Part of the problem might also be that the Python interpreter output is misleading you. This is because the backslashes are escaped when displayed. However, if you print those strings, you will see the extra backslashes disappear.

>>> '?\\\?'
'?\\\\?'
>>> print('?\\\?')
?\\?
>>> '?\\\?' == '?\\?'    # I don't know why you think this is True???
False
>>> '?\\\?' == r'?\\?'   # but if you use a raw string for '?\\?'
True
>>> '?\\\\?' == '?\\\?'  # this is the same string... see below
True

For your specific examples, in the first case '?\\\?', the first \ escapes the second backslash leaving a single backslash, but the third backslash remains as a backslash because \? is not a valid escape sequence. Hence the resulting string is ?\\?.

For the second case '?\\\\?', the first backslash escapes the second, and the third backslash escapes the fourth which results in the string ?\\?.
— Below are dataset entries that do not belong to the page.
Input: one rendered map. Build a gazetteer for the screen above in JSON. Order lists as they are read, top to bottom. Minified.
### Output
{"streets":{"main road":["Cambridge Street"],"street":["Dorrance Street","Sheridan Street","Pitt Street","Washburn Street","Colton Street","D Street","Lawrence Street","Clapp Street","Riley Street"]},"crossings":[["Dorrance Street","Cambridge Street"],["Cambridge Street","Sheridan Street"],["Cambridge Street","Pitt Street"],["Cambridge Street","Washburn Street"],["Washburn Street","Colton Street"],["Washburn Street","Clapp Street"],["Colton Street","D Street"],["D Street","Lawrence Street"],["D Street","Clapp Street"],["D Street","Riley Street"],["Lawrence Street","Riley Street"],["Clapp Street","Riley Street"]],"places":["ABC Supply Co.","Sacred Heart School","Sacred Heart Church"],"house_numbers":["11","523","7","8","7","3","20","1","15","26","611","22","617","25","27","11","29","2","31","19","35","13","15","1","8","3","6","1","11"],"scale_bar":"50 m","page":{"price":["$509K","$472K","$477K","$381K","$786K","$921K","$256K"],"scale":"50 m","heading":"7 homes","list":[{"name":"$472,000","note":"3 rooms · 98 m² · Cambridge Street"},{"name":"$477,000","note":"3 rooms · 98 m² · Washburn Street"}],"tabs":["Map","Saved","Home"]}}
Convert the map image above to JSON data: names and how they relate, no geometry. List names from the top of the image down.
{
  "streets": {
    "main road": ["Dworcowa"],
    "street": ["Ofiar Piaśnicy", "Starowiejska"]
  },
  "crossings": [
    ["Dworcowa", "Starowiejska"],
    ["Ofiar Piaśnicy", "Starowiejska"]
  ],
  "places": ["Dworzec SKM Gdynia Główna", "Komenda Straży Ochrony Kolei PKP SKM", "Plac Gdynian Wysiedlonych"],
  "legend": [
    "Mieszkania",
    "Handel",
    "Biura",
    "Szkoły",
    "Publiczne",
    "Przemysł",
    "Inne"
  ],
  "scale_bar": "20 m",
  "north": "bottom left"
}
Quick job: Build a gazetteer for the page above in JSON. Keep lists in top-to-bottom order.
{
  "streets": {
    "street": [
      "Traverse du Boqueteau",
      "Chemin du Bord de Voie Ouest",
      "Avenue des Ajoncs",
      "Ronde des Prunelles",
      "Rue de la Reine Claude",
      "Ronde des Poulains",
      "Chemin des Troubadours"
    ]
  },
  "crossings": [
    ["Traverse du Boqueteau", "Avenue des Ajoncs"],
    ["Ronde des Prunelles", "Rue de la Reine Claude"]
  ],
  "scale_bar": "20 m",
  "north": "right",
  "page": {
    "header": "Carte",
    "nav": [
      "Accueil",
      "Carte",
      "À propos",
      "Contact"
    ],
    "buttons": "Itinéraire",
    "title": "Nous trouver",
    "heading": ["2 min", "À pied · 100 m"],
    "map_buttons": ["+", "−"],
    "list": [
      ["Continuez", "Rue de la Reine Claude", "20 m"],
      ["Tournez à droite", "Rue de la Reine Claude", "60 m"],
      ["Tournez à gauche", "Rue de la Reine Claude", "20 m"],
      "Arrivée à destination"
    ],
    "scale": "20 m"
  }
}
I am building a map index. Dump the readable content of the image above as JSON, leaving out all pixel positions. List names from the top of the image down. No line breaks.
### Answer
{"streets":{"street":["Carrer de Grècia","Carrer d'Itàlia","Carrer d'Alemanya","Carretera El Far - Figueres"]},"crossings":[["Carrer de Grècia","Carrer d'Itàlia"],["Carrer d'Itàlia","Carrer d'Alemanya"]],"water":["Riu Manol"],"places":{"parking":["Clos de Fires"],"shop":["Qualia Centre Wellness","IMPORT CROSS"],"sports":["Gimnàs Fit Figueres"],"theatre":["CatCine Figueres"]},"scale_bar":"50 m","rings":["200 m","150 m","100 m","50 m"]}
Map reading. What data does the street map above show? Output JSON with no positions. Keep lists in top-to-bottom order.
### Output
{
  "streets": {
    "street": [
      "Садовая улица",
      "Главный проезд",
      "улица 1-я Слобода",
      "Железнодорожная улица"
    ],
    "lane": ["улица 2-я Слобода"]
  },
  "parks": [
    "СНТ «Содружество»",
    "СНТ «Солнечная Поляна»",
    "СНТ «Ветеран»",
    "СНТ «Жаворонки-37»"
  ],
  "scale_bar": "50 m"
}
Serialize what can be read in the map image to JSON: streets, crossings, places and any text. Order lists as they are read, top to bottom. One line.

So that's why three backslashes is the same as four:

>>> '?\\\?' == '?\\\\?'
True

If you want to create a string with 3 backslashes you can escape each backslash:

>>> '?\\\\\\?'
'?\\\\\\?'
>>> print('?\\\\\\?')
?\\\?

or you might find "raw" strings more understandable:

>>> r'?\\\?'
'?\\\\\\?'
>>> print(r'?\\\?')
?\\\?

This turns of escape sequence processing for the string literal. See String Literals for more details.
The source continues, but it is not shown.